The R266 is not just a buried residue within the CBS structure, but also an important residue in the second coordination sphere of the axial heme ligand C52. Singh et al. [20
] showed that the electrostatic interaction between R266 and C52 is critical for the stabilization of the ferrous heme and its disruption leads to the irreversible formation of an inactive ligand-switched species. The relevance of their finding is somewhat questionable since it is not known whether CBS heme undergoes redox changes in vivo
and thus whether there is any heme-based allosteric redox regulation of CBS activity. Here we showed that the R266K mutation affects (i) the enzyme saturation with a PLP cofactor, (ii) the response to the CBS allosteric activator AdoMet and (iii) the thermal stability compared to wild type. The modest increase in CBS mutant activity after addition of exogenous PLP correlates well with the results reported by Singh et al. [20
]. The extent of CBS response to AdoMet varies greatly and partially correlates with the folding, assembly of tetramers and particularly with the relative position of the catalytic core to its C-terminal regulatory region. In addition, the thermal pre-treatment of CBS prior to an activity assay mimics the enzyme activation with AdoMet [3
]. Our data showed that the response of the R266K CBS mutant to AdoMet is significantly lower compared to wild type. Moreover, thermal pre-treatment resulted in only a modest increase in activity and then began to decrease in activity after 55°C possibly due to premature aggregation.
Indeed, the R266K mutant formed aggregates at a lower temperature than wild type suggesting its decreased thermal stability. The differences at 430 nm, monitoring the Soret peak of the CBS heme, between the wild type and mutant spectra may be plausibly explained by a premature aggregation of the mutant enzyme. The decrease of Soret peak intensity for wild type enzyme with increasing temperature is most likely due to the loss of the heme ligand, which converts the heme from a low-spin into a high-spin species [31
]. The subsequent increase in 430 nm absorbance with increasing temperature is most likely due to protein aggregation, which increases the baseline absorbance. In R266K, the loss of the heme ligand was either not present or masked by a more facile aggregation. We assume that the R266K heme environment, where the pathogenic mutation already affects the stability of the heme thiolate ligand, is more sensitive to heme ligand loss with increasing temperature than wild type, which in turn immediately triggers protein aggregation.

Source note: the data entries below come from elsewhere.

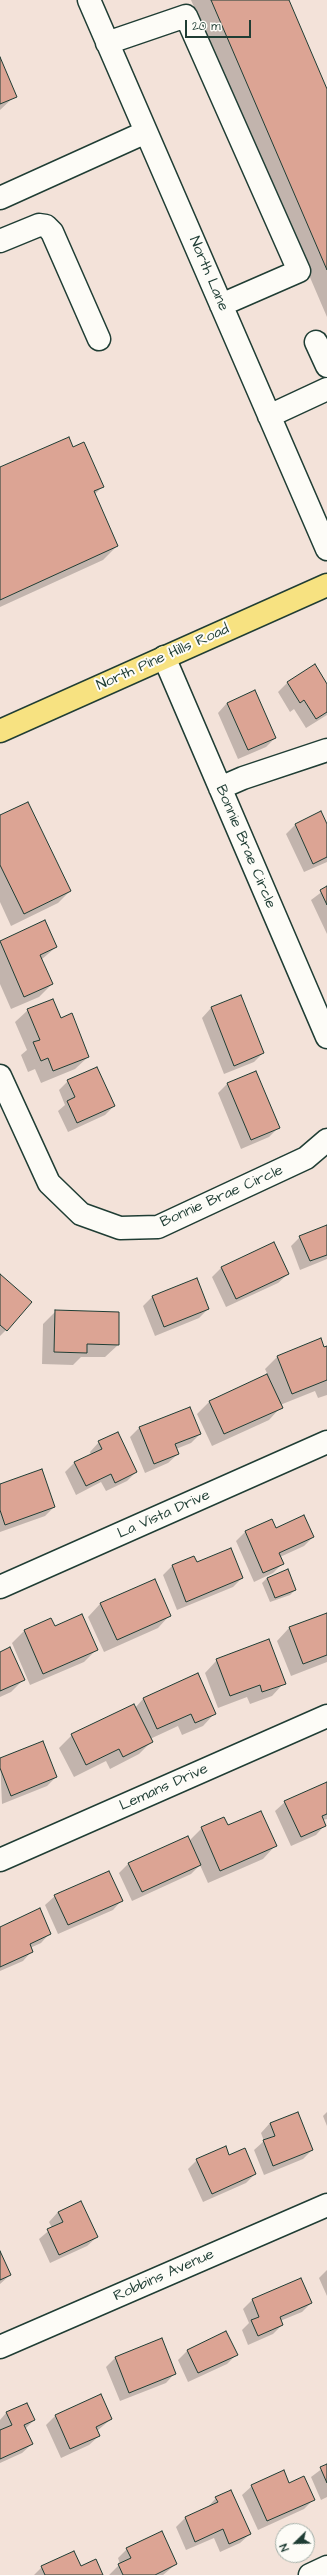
<!DOCTYPE html>
<html>
<head>
<meta charset="utf-8">
<style>
	body { margin:0 }
	#map { position:relative; width:327px; height:2575px; overflow:hidden; background:#f3e2d9; font-family:"Architects Daughter",sans-serif }
	canvas { display:block }
	.north { position:absolute; left:275px; top:2523px; width:40px; height:40px; box-sizing:border-box; background:#fdfcf7; border:1px solid #a4b0a9; border-radius:50%; rotate:247deg; font-size:11px; font-weight:700; line-height:16px; text-align:center; color:#1f3d34 }
	.north::after { content:''; display:block; margin:auto; width:14px; height:18px; background:#1f3d34; clip-path:polygon(50% 0,100% 100%,50% 72%,0 100%) }
	.scale { position:absolute; left:185px; top:20px; width:66px; height:18px; box-sizing:border-box; border:2px solid #1f3d34; border-top:0; padding-left:5px; font-size:12px; line-height:14px; white-space:nowrap; color:#1f3d34; -webkit-text-stroke:3px #fdfcf7; paint-order:stroke }
</style>
</head>
<body>
<div id="map">
<canvas width="327" height="2575"></canvas>
<div class="north">N</div>
<div class="scale">20 m</div>
</div>
<script>
const ctx = document.querySelector('canvas').getContext('2d');
ctx.lineJoin = 'round';
function paint(path, color) {
  ctx.fillStyle = color;
  ctx.fill(path, 'evenodd');
}
function shape(rows) {
  const path = new Path2D();
  for (const r of rows) {
    path.moveTo(r[0], r[1]);
    for (let i = 2; i < r.length; i += 2) path.lineTo(r[i], r[i + 1]);
  }
  return path;
}
function trace(path, color, width, dash) {
  ctx.strokeStyle = color;
  ctx.lineWidth = width;
  ctx.lineCap = dash ? 'butt' : 'round';
  ctx.setLineDash(dash || []);
  ctx.stroke(path);
}
function write(font, color, halo, rows, align = 'center') {
  ctx.font = font + ' "Architects Daughter",sans-serif';
  ctx.lineWidth = 4;
  ctx.setLineDash([]);
  ctx.textBaseline = 'middle';
  ctx.strokeStyle = halo;
  ctx.fillStyle = color;
  for (const [text, x, y, turn = 0] of rows) {
    ctx.save();
    ctx.translate(x, y);
    ctx.rotate((+turn || 0) * Math.PI / 180);
    ctx.textAlign = isNaN(turn) ? turn : align;
    if (halo) ctx.strokeText(text, 0, 0);
    ctx.fillText(text, 0, 0);
    ctx.restore();
  }
}
const shadow = shape([
	[191,0,288,0,327,92,327,317],
	[0,59,15,96,0,110],
	[73,448,103,486,94,495,117,546,103,560,0,607,0,469],
	[314,666,327,686,327,715,306,728,294,709,290,712,278,692,287,683],
	[227,703,275,738,266,747,238,759,218,713],
	[321,813,327,826,327,862,304,872,286,834,295,825],
	[0,816,70,891,58,903,11,926,0,902],
	[327,888,327,934,311,900],
	[44,922,56,947,41,960,52,984,39,997,11,1009,0,984,0,942],
	[240,997,263,1053,254,1062,224,1074,202,1018,211,1008],
	[28,1010,60,1019,88,1057,75,1069,41,1083,35,1069,28,1072,21,1055,27,1050,15,1022],
	[68,1081,114,1106,105,1115,68,1132,58,1111,65,1105,59,1090],
	[227,1084,278,1128,269,1137,241,1149,218,1093],
	[327,1226,327,1259,300,1270,291,1246,300,1237],
	[221,1268,288,1274,278,1283,226,1307,212,1277],
	[0,1275,6,1330,0,1336],
	[152,1297,208,1309,199,1318,155,1336,143,1306],
	[56,1311,118,1345,105,1357,81,1357,73,1365,42,1364,43,1324],
	[327,1347,327,1395,318,1398,315,1391,280,1405,281,1407,269,1420,212,1446,197,1414,209,1402,268,1375,265,1369,277,1357],
	[140,1427,200,1434,191,1443,176,1449,178,1454,168,1463,145,1473,130,1437],
	[99,1442,136,1472,127,1481,106,1491,101,1482,76,1495,65,1472,74,1463,91,1455,90,1452],
	[0,1485,54,1507,45,1516,0,1532],
	[272,1520,276,1529,313,1537,304,1546,280,1557,282,1564,273,1573,254,1582,236,1541,245,1532],
	[194,1557,197,1564,242,1578,233,1587,177,1610,163,1575,172,1566],
	[288,1571,295,1590,290,1595,270,1602,262,1583,267,1578],
	[154,1580,170,1615,158,1628,104,1652,88,1617,100,1604],
	[327,1614,327,1662,291,1676,277,1641,289,1628],
	[50,1619,54,1628,97,1649,84,1662,30,1685,12,1643,24,1631],
	[0,1653,23,1680,11,1692,0,1697],
	[217,1660,284,1683,272,1696,250,1704,247,1697,218,1708,205,1673],
	[197,1675,215,1713,203,1726,182,1735,178,1726,150,1739,151,1742,139,1754,110,1769,106,1761,74,1777,59,1748,72,1735,135,1708,143,1699],
	[0,1759,56,1777,47,1786,2,1804],
	[327,1783,327,1819,323,1820,325,1825,316,1835,291,1846,275,1811,285,1802],
	[227,1826,275,1846,263,1859,208,1883,200,1865,191,1874,132,1901,119,1873,129,1863,189,1841,202,1828],
	[55,1896,122,1900,113,1910,58,1934,45,1905],
	[0,1928,50,1933,41,1943,30,1948,32,1951,23,1961,0,1971],
	[327,2112,327,2126,323,2116],
	[270,2123,312,2150,303,2159,264,2175,254,2150,264,2141,261,2133],
	[229,2156,255,2174,246,2183,203,2202,188,2169,197,2160],
	[58,2212,97,2237,87,2246,50,2263,39,2239,52,2228,49,2222],
	[0,2253,10,2275,0,2284],
	[327,2270,327,2296,319,2278],
	[252,2300,311,2303,302,2312,280,2321,282,2325,273,2334,248,2345,242,2330,249,2323,243,2309],
	[226,2332,236,2355,227,2364,188,2382,178,2360,187,2351],
	[162,2340,175,2373,166,2383,120,2401,106,2367,115,2358],
	[101,2396,111,2419,97,2431,99,2436,89,2445,61,2458,46,2425,55,2416],
	[27,2404,34,2420,25,2429,32,2444,22,2453,0,2463,0,2420,6,2413],
	[327,2465,327,2497,321,2500,311,2477],
	[288,2484,313,2500,304,2509,258,2530,242,2495,252,2486],
	[216,2498,250,2534,240,2543,220,2552,214,2538,186,2550,176,2527,185,2518,207,2508],
	[127,2549,176,2564,163,2575,109,2575,120,2564,118,2558],
	[42,2567,80,2567,102,2575,34,2575]
]);
const building = shape([
	[211,0,289,0,327,89,327,270,211,0],
	[0,57,17,97,0,104,0,57],
	[69,437,73,447,84,442,104,487,94,491,118,546,0,600,0,467,69,437],
	[315,664,327,684,327,712,316,719,304,700,300,703,287,682,315,664],
	[255,690,276,738,248,750,227,703,255,690],
	[28,802,71,891,24,914,0,865,0,815,28,802],
	[321,811,327,824,327,857,313,864,295,824,321,811],
	[327,886,327,905,320,890,327,886],
	[45,920,57,947,40,955,53,984,24,997,0,941,45,920],
	[241,995,264,1053,234,1066,211,1007,241,995],
	[53,999,61,1018,72,1013,89,1057,53,1071,48,1058,41,1061,33,1042,40,1040,27,1009,53,999],
	[97,1067,115,1106,77,1123,67,1101,75,1097,67,1080,97,1067],
	[256,1071,280,1128,251,1140,227,1083,256,1071],
	[327,1225,327,1255,310,1261,299,1236,327,1225],
	[274,1242,289,1274,236,1299,221,1267,274,1242],
	[0,1274,32,1302,7,1331,0,1325,0,1274],
	[197,1278,209,1309,164,1327,152,1296,197,1278],
	[55,1310,119,1312,119,1345,87,1344,87,1353,54,1352,55,1310],
	[321,1338,324,1347,327,1346,327,1380,292,1394,277,1356,321,1338],
	[267,1374,283,1408,224,1434,209,1401,267,1374],
	[190,1407,201,1434,175,1444,179,1454,154,1464,139,1427,190,1407],
	[118,1432,137,1472,115,1483,111,1474,86,1486,74,1462,102,1449,98,1441,118,1432],
	[42,1469,55,1507,5,1525,0,1510,0,1484,42,1469],
	[304,1515,314,1537,279,1553,284,1564,263,1573,245,1531,272,1519,276,1528,304,1515],
	[231,1548,243,1578,186,1602,172,1565,194,1556,197,1562,231,1548],
	[288,1569,296,1590,275,1598,267,1578,288,1569],
	[155,1579,171,1616,117,1640,100,1603,155,1579],
	[327,1613,327,1655,303,1664,289,1627,327,1613],
	[82,1614,98,1650,43,1674,24,1630,51,1618,55,1626,82,1614],
	[269,1639,286,1684,262,1692,260,1685,230,1696,216,1659,269,1639],
	[10,1647,25,1680,0,1691,0,1652,10,1647],
	[198,1673,216,1714,195,1723,191,1714,157,1729,143,1698,198,1673],
	[134,1704,153,1742,123,1757,119,1749,86,1765,71,1734,134,1704],
	[43,1741,57,1777,11,1796,0,1768,0,1758,43,1741],
	[327,1782,327,1814,322,1816,326,1826,301,1837,284,1801,327,1782],
	[261,1811,277,1846,220,1871,201,1827,224,1817,228,1825,261,1811],
	[188,1836,201,1865,142,1892,128,1863,188,1836],
	[109,1871,123,1901,68,1925,54,1895,109,1871],
	[40,1908,51,1934,30,1944,33,1952,0,1967,0,1927,40,1908],
	[298,2112,313,2150,273,2166,263,2140,275,2136,270,2123,298,2112],
	[226,2146,229,2155,245,2148,256,2174,212,2194,196,2159,226,2146],
	[81,2201,98,2237,59,2255,47,2229,63,2222,58,2212,81,2201],
	[0,2251,11,2275,0,2280,0,2251],
	[301,2278,312,2303,280,2317,283,2325,258,2336,251,2320,259,2317,252,2299,301,2278],
	[226,2331,238,2355,198,2373,187,2350,226,2331],
	[162,2338,176,2374,129,2393,115,2357,162,2338],
	[101,2394,112,2419,96,2427,100,2436,70,2449,55,2415,101,2394],
	[27,2403,35,2420,24,2425,33,2444,0,2459,0,2430,12,2425,6,2412,27,2403],
	[327,2464,327,2483,320,2467,327,2464],
	[284,2470,289,2483,304,2476,315,2500,267,2521,251,2485,284,2470],
	[231,2490,251,2534,229,2544,223,2529,195,2542,185,2517,218,2502,215,2497,231,2490],
	[162,2531,177,2564,155,2575,123,2575,118,2564,131,2558,126,2548,162,2531],
	[74,2551,81,2566,96,2559,103,2575,45,2575,41,2566,74,2551]
]);
const minor = shape([
	[89,0,327,549],
	[107,43,186,16,299,271,221,305],
	[0,198,146,132],
	[0,241,39,225,46,226,52,232,99,339],
	[316,342,327,366],
	[269,416,327,389],
	[164,657,327,1037],
	[220,788,243,778,327,750],
	[0,1076,49,1183,81,1214,120,1228,158,1227,306,1158,327,1140],
	[0,1587,327,1442],
	[0,1860,327,1716],
	[0,2347,327,2205],
	[310,2575,327,2567]
]);
const major = shape([
	[0,731,327,585]
]);
const streetNames = [
	["North Lane",208,274,67],
	["North Pine Hills Road",163,658,-24],
	["Bonnie Brae Circle",245,847,67],
	["Bonnie Brae Circle",222,1197,-24],
	["La Vista Drive",164,1515,-24],
	["Lemans Drive",164,1788,-24],
	["Robbins Avenue",164,2276,-24]
];
paint(shadow, '#0003');
paint(building, '#dca494');
trace(building, '#1f3d34', 1);
trace(minor, '#1f3d34', 25);
trace(major, '#1f3d34', 25);
trace(minor, '#fdfcf7', 22);
trace(major, '#f7e281', 22);
write('15px', '#1f3d34', '#fdfcf7', streetNames);
</script>
</body>
</html>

Our previous studies showed that heme is essential for the expression of an active human CBS and that the saturation of enzyme with heme cofactor directly correlates with an amount of bound PLP and thus with CBS catalytic activity [33
]. Destabilization of CBS heme’s second coordination sphere by the R266K missense mutation may be communicated to the PLP-containing active site of CBS via α-helix 8 and possibly resulting in premature irreversible loss of PLP cofactor in the partially unfolded enzyme by the thermal pre-treatment. Such a link would further confirm the importance of an intact connection between heme and PLP in human CBS. Detailed spectroscopic characterization of the R266K heme environment will be a subject of another study.